(Beginning of Data extract)

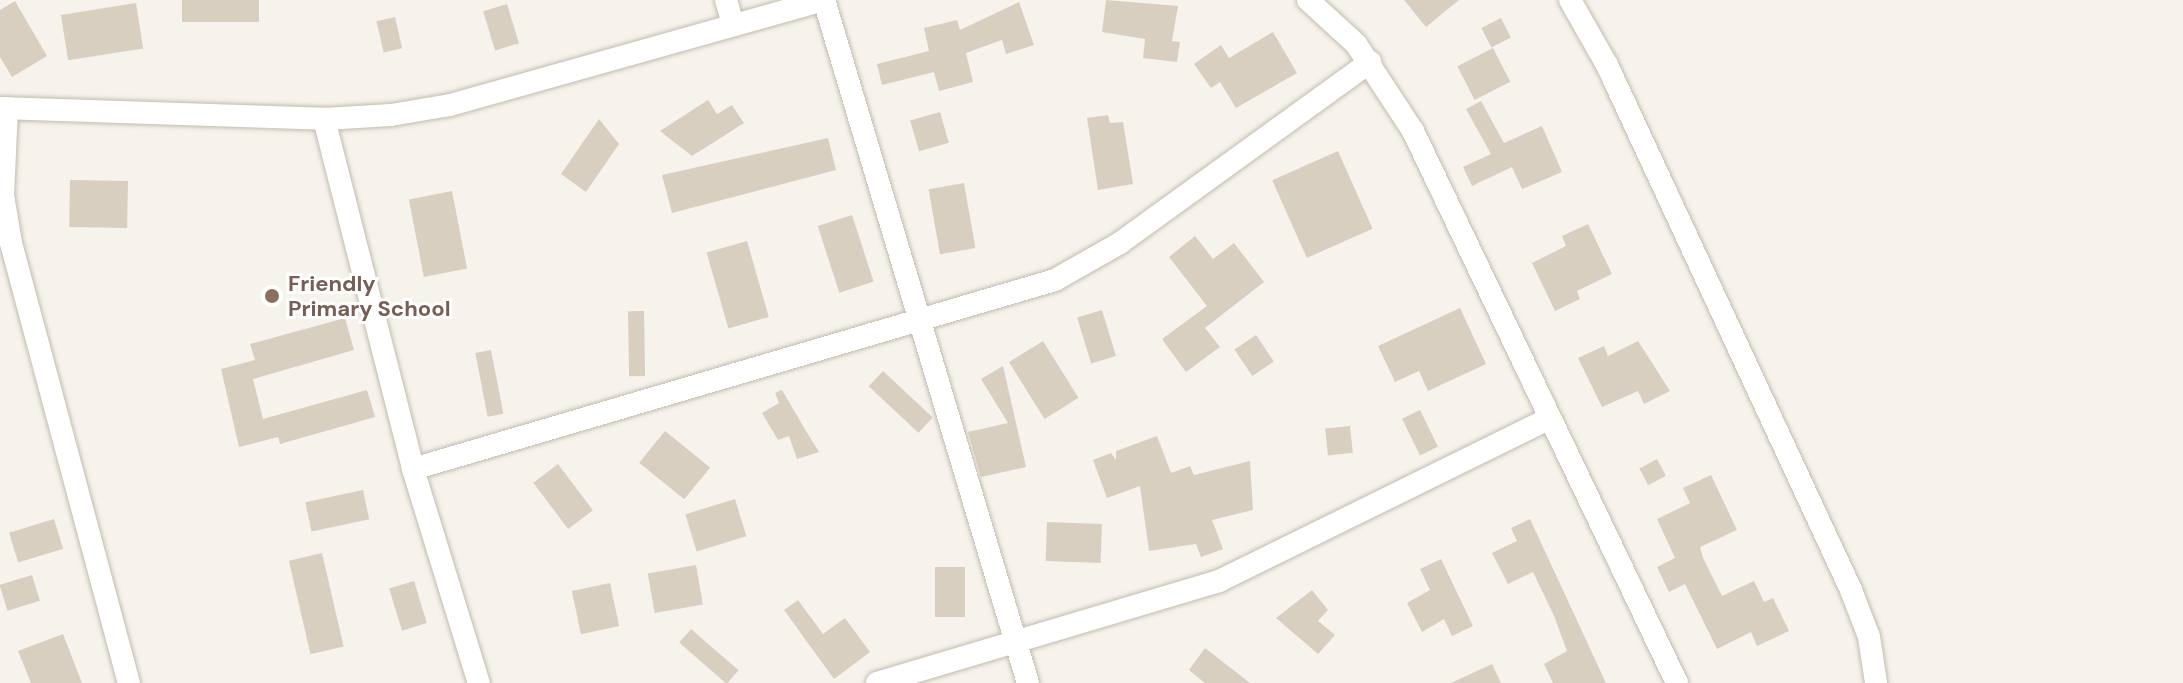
<!DOCTYPE html>
<html>
<head>
<meta charset="utf-8">
<style>
	body { margin:0 }
	#map { position:relative; width:2183px; height:683px; overflow:hidden; background:#f6f3ec; font-family:"DM Sans",sans-serif }
	div>[style] { position:absolute }
	.building>* { inset:0; background:#d8cfc1; transform-origin:0 0 }
	.roads { filter:drop-shadow(0 0 2px #c2bbae) drop-shadow(0 0 2px #c2bbae) }
	.minor>* { height:22px; margin:-11px; padding:0 11px; transform-origin:11px; border-radius:11px; background:#fff }
	.dots>* { width:22px; height:22px; translate:-50% -50%; box-sizing:border-box; border:4px solid #fff; border-radius:50% }
	span { translate:-50% -50%; white-space:nowrap; text-align:center; line-height:1.15; -webkit-text-stroke:6px #fff; paint-order:stroke }
	.education-label { font-size:22px; color:#785e54; font-weight:700 }
	.left { translate:0 -50%; text-align:left }
</style>
</head>
<body>
<div id="map">
	<div class="building">
		<i style="left:182px;top:0;width:77px;height:22px"></i>
		<i style="clip-path:polygon(1106px 0,1178px 6px,1172px 41px,1180px 42px,1177px 62px,1143px 58px,1145px 39px,1102px 32px)"></i>
		<i style="clip-path:polygon(1404px 0,1459px 0,1426px 27px)"></i>
		<i style="clip-path:polygon(15px 1px,47px 56px,12px 77px,0 57px,0 10px)"></i>
		<i style="clip-path:polygon(1019px 2px,1034px 45px,1006px 54px,1002px 40px,966px 53px,973px 82px,939px 91px,934px 72px,882px 85px,877px 64px,929px 51px,924px 28px,957px 20px,960px 30px)"></i>
		<i style="left:136px;top:3px;width:46px;height:76px;rotate:81deg"></i>
		<i style="left:507px;top:4px;width:41px;height:25px;rotate:73deg"></i>
		<i style="left:395px;top:17px;width:32px;height:19px;rotate:77deg"></i>
		<i style="left:1501px;top:18px;width:22px;height:22px;rotate:63deg"></i>
		<i style="clip-path:polygon(1273px 32px,1297px 73px,1236px 108px,1220px 82px,1211px 88px,1194px 64px,1221px 45px,1229px 58px)"></i>
		<i style="left:1493px;top:48px;width:38px;height:40px;rotate:63deg"></i>
		<i style="clip-path:polygon(708px 100px,717px 114px,732px 105px,744px 123px,692px 156px,660px 131px)"></i>
		<i style="clip-path:polygon(1481px 101px,1504px 143px,1542px 126px,1562px 172px,1522px 189px,1512px 167px,1472px 186px,1463px 167px,1491px 154px,1466px 109px)"></i>
		<i style="left:940px;top:112px;width:32px;height:31px;rotate:74deg"></i>
		<i style="clip-path:polygon(1108px 115px,1110px 123px,1123px 122px,1133px 184px,1098px 190px,1087px 118px)"></i>
		<i style="clip-path:polygon(599px 119px,619px 144px,586px 192px,561px 174px)"></i>
		<i style="clip-path:polygon(828px 138px,836px 170px,672px 213px,662px 175px)"></i>
		<i style="left:1338px;top:151px;width:85px;height:72px;rotate:66deg"></i>
		<i style="left:70px;top:180px;width:58px;height:47px;rotate:1deg"></i>
		<i style="left:964px;top:183px;width:66px;height:36px;rotate:80deg"></i>
		<i style="left:452px;top:191px;width:79px;height:44px;rotate:79deg"></i>
		<i style="left:852px;top:215px;width:70px;height:36px;rotate:72deg"></i>
		<i style="clip-path:polygon(1588px 224px,1612px 274px,1577px 291px,1580px 299px,1555px 311px,1532px 263px,1566px 246px,1562px 236px)"></i>
		<i style="clip-path:polygon(1195px 236px,1213px 259px,1234px 243px,1264px 282px,1205px 328px,1220px 347px,1186px 372px,1162px 339px,1207px 306px,1169px 257px)"></i>
		<i style="left:747px;top:241px;width:79px;height:42px;rotate:74deg"></i>
		<i style="clip-path:polygon(1460px 308px,1486px 364px,1428px 391px,1419px 371px,1395px 382px,1378px 346px)"></i>
		<i style="left:1102px;top:310px;width:48px;height:26px;rotate:73deg"></i>
		<i style="left:644px;top:311px;width:65px;height:16px;rotate:89deg"></i>
		<i style="clip-path:polygon(345px 318px,354px 350px,253px 379px,263px 419px,367px 390px,375px 417px,280px 444px,278px 437px,239px 447px,221px 369px,255px 360px,250px 344px)"></i>
		<i style="left:1256px;top:335px;width:32px;height:26px;rotate:56deg"></i>
		<i style="left:1043px;top:341px;width:67px;height:40px;rotate:58deg"></i>
		<i style="clip-path:polygon(1638px 341px,1670px 391px,1644px 404px,1638px 391px,1602px 407px,1578px 358px,1604px 346px,1608px 356px)"></i>
		<i style="left:491px;top:350px;width:65px;height:16px;rotate:79deg"></i>
		<i style="clip-path:polygon(1003px 366px,1026px 467px,981px 477px,968px 432px,1008px 423px,981px 379px)"></i>
		<i style="left:883px;top:371px;width:68px;height:21px;rotate:43deg"></i>
		<i style="clip-path:polygon(782px 390px,806px 431px,819px 452px,797px 459px,789px 436px,778px 440px,762px 413px,779px 403px,775px 393px)"></i>
		<i style="left:1420px;top:410px;width:41px;height:20px;rotate:64deg"></i>
		<i style="left:1350px;top:426px;width:27px;height:25px;rotate:84deg"></i>
		<i style="left:665px;top:431px;width:58px;height:41px;rotate:39deg"></i>
		<i style="clip-path:polygon(1157px 436px,1171px 473px,1190px 466px,1194px 475px,1250px 461px,1253px 510px,1212px 520px,1223px 549px,1201px 557px,1196px 544px,1149px 551px,1140px 486px,1107px 498px,1093px 460px,1111px 453px,1116px 460px,1116px 451px)"></i>
		<i style="left:1657px;top:459px;width:19px;height:20px;rotate:62deg"></i>
		<i style="left:558px;top:464px;width:58px;height:31px;rotate:53deg"></i>
		<i style="clip-path:polygon(1711px 475px,1737px 530px,1700px 547px,1703px 558px,1722px 596px,1754px 581px,1764px 602px,1773px 598px,1789px 631px,1757px 646px,1751px 632px,1717px 649px,1685px 584px,1669px 592px,1657px 567px,1675px 558px,1657px 519px,1690px 503px,1683px 488px)"></i>
		<i style="left:363px;top:490px;width:30px;height:59px;rotate:78deg"></i>
		<i style="left:735px;top:499px;width:39px;height:52px;rotate:73deg"></i>
		<i style="left:54px;top:519px;width:31px;height:47px;rotate:73deg"></i>
		<i style="clip-path:polygon(1530px 519px,1561px 586px,1606px 683px,1553px 683px,1544px 664px,1567px 651px,1554px 616px,1533px 572px,1508px 584px,1492px 553px,1517px 541px,1511px 528px)"></i>
		<i style="left:1047px;top:522px;width:55px;height:39px;rotate:2deg"></i>
		<i style="left:322px;top:553px;width:96px;height:34px;rotate:77deg"></i>
		<i style="clip-path:polygon(1441px 559px,1473px 626px,1452px 636px,1444px 619px,1422px 632px,1407px 603px,1430px 590px,1420px 569px)"></i>
		<i style="left:696px;top:565px;width:40px;height:49px;rotate:80deg"></i>
		<i style="left:935px;top:567px;width:30px;height:50px"></i>
		<i style="left:32px;top:575px;width:27px;height:34px;rotate:73deg"></i>
		<i style="left:414px;top:581px;width:44px;height:26px;rotate:73deg"></i>
		<i style="left:610px;top:583px;width:44px;height:39px;rotate:78deg"></i>
		<i style="clip-path:polygon(1312px 590px,1328px 610px,1318px 621px,1335px 635px,1318px 654px,1276px 618px)"></i>
		<i style="clip-path:polygon(798px 600px,823px 634px,845px 618px,870px 652px,834px 679px,784px 610px)"></i>
		<i style="left:691px;top:629px;width:63px;height:18px;rotate:41deg"></i>
		<i style="clip-path:polygon(63px 634px,82px 683px,31px 683px,18px 651px)"></i>
		<i style="clip-path:polygon(1205px 648px,1250px 683px,1205px 683px,1189px 670px)"></i>
		<i style="clip-path:polygon(1492px 664px,1501px 683px,1451px 683px)"></i>
	</div>
	<div class="roads">
		<div class="minor">
			<i style="left:726px;top:0;width:26px;rotate:74deg"></i>
			<i style="left:824px;top:0;width:713px;rotate:73.37deg"></i>
			<i style="left:1308px;top:0;width:65px;rotate:42.5deg"></i>
			<i style="left:1356px;top:44px;width:104px;rotate:56.8deg"></i>
			<i style="left:1413px;top:131px;width:612px;rotate:64.44deg"></i>
			<i style="left:1570px;top:0;width:75px;rotate:60.4deg"></i>
			<i style="left:1607px;top:65px;width:579px;rotate:65.07deg"></i>
			<i style="left:1851px;top:590px;width:50px;rotate:69deg"></i>
			<i style="left:1869px;top:637px;width:47px;rotate:81.3deg"></i>
			<i style="left:0;top:108px;width:324px;rotate:1.9deg"></i>
			<i style="left:324px;top:119px;width:67px;rotate:-3.4deg"></i>
			<i style="left:391px;top:115px;width:60px;rotate:-9.6deg"></i>
			<i style="left:450px;top:105px;width:387px;rotate:-15.7deg"></i>
			<i style="left:7px;top:108px;width:87px;rotate:92.6deg"></i>
			<i style="left:3px;top:195px;width:49px;rotate:80.5deg"></i>
			<i style="left:11px;top:243px;width:456px;rotate:75deg"></i>
			<i style="left:324px;top:119px;width:361px;rotate:75.7deg"></i>
			<i style="left:413px;top:469px;width:224px;rotate:72.9deg"></i>
			<i style="left:413px;top:469px;width:669px;rotate:-16.4deg"></i>
			<i style="left:1055px;top:280px;width:75px;rotate:-29.6deg"></i>
			<i style="left:1120px;top:243px;width:309px;rotate:-35.9deg"></i>
			<i style="left:877px;top:683px;width:357px;rotate:-16.6deg"></i>
			<i style="left:1219px;top:581px;width:367px;rotate:-26.2deg"></i>
		</div>
	</div>
	<div class="dots">
		<i style="left:272px;top:296px;background:#8d6e63"></i>
	</div>
	<div class="education-label">
		<span class="left" style="left:288px;top:296px">Friendly<br>Primary School</span>
	</div>
</div>
</body>
</html>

(End of Data extract)

=== Goal of the exercise ===
Among the entries above, say how many lines hold the word "education". No other words belong in the answer.

=== Answer area ===
2